Materials-driven approaches to understand extrinsic drug resistance in cancer
Metastatic cancer has a poor prognosis, because it is broadly disseminated and associated with both intrinsic and acquired drug resistance. Critical unmet needs in effectively killing drug resistant cancer cells include overcoming the drug desensitization characteristics of some metastatic cancers/lesions, and tailoring therapeutic regimens to both the tumor microenvironment and the genetic profiles of the resident cancer cells. Bioengineers and materials scientists are developing technologies to determine how metastatic sites exclude therapies, and how extracellular factors (including cells, proteins, metabolites, extracellular matrix, and abiotic factors) at metastatic sites significantly affect drug pharmacodynamics.
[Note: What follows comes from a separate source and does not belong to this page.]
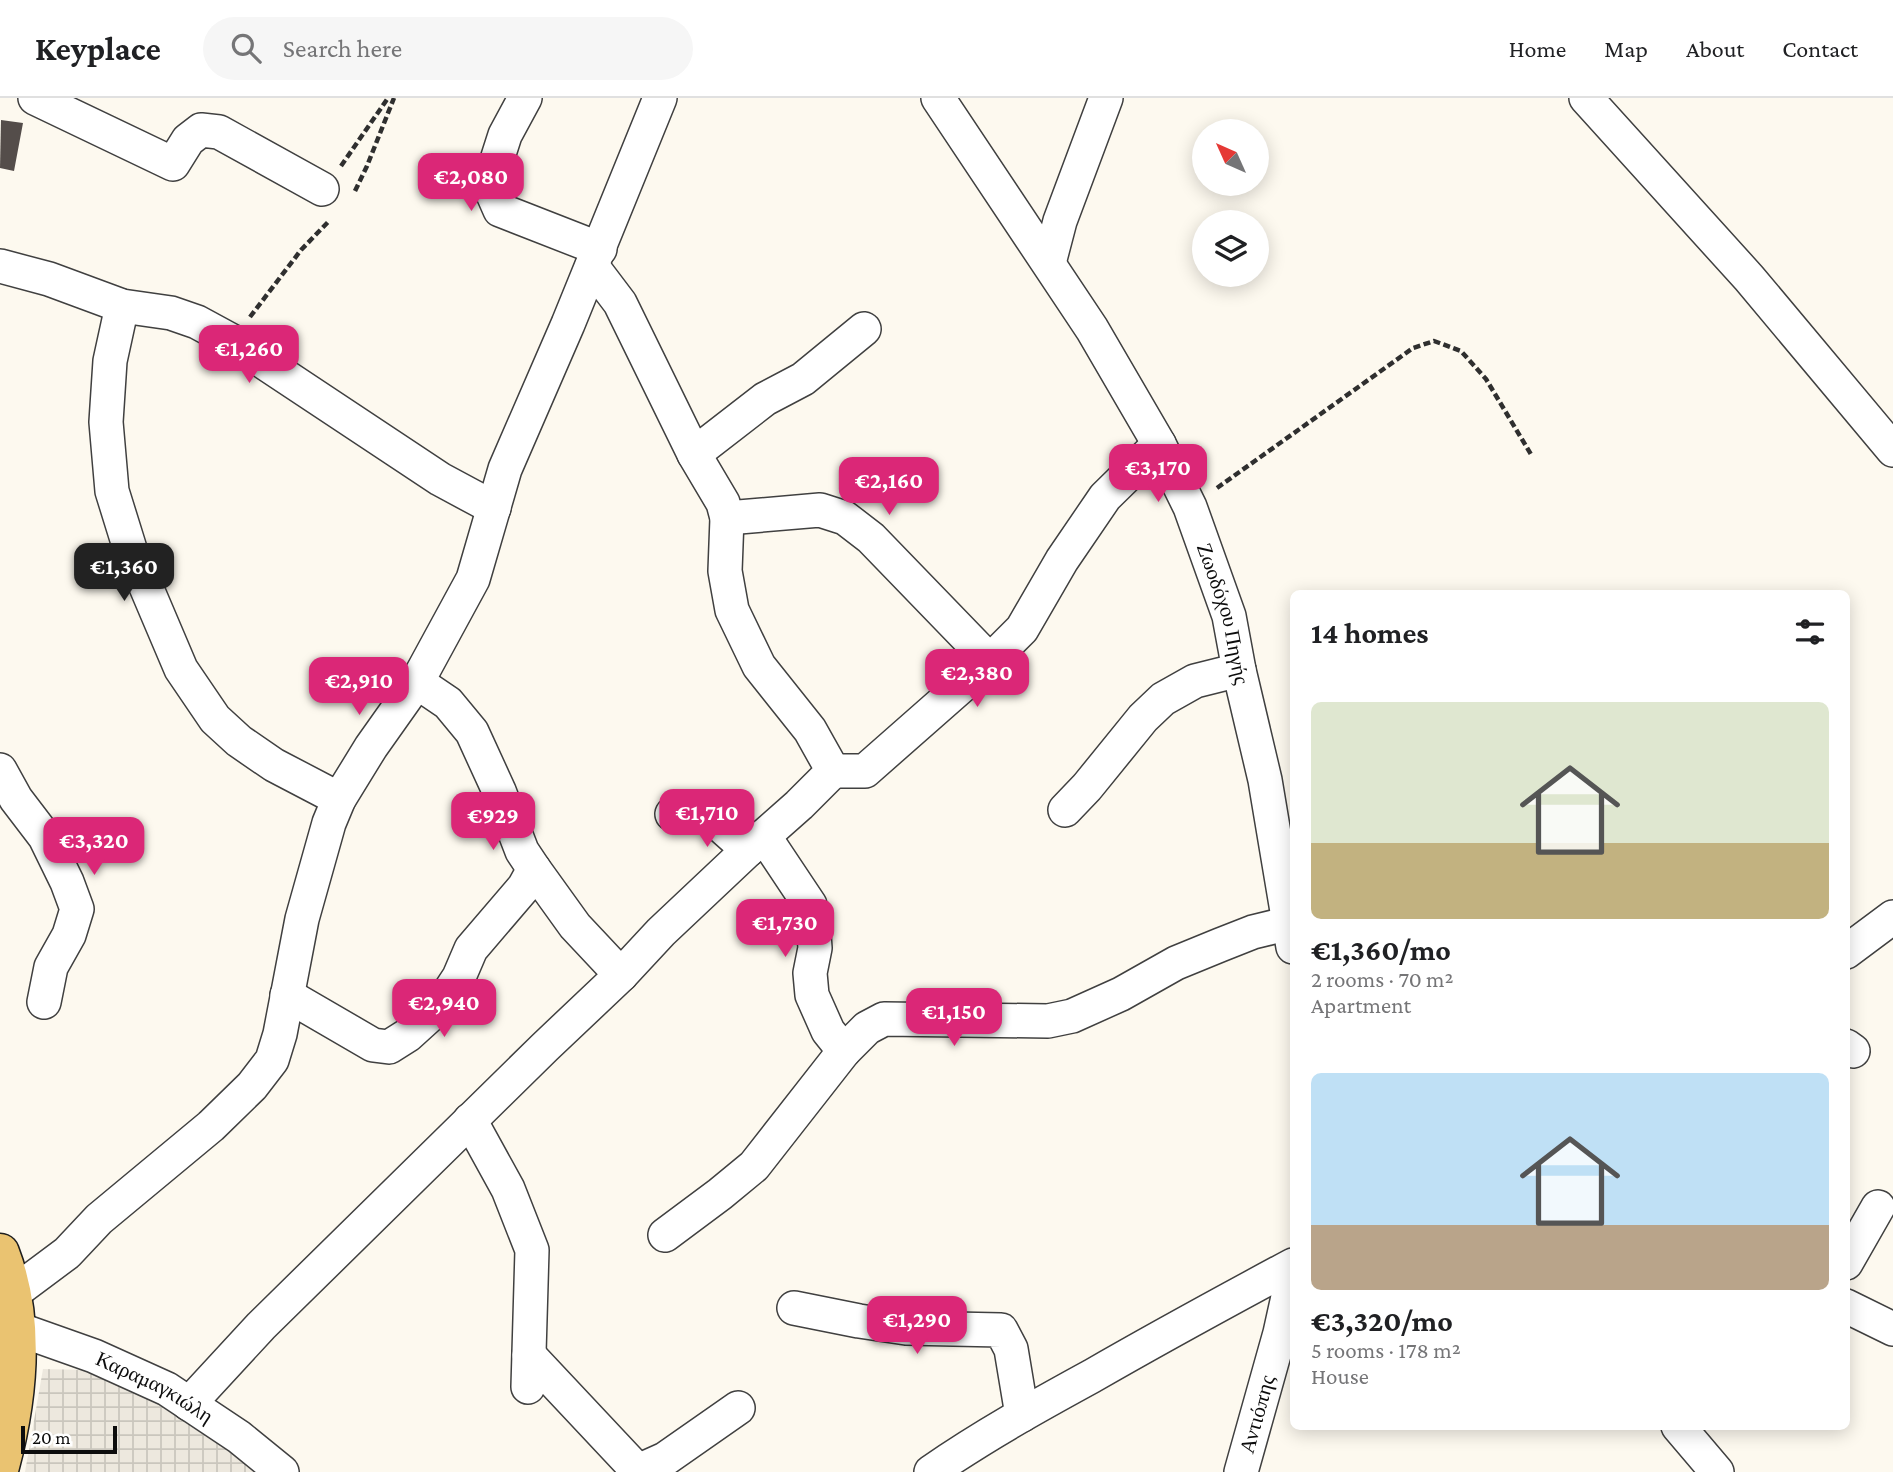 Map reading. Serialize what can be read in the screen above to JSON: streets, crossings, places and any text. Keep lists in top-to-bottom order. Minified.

Two looming challenges are determining which feature, or combination of features, from the tumor microenvironment drive drug resistance, and what the relative impact is of extracellular signals vs. intrinsic cell genetics in determining drug response. Sophisticated systems biology tools that can de-convolve a crowded network of signals and responses, as well as controllable microenvironments capable of providing discrete and tunable extracellular cues can help us begin to interrogate the high dimensional interactions governing drug resistance in patients.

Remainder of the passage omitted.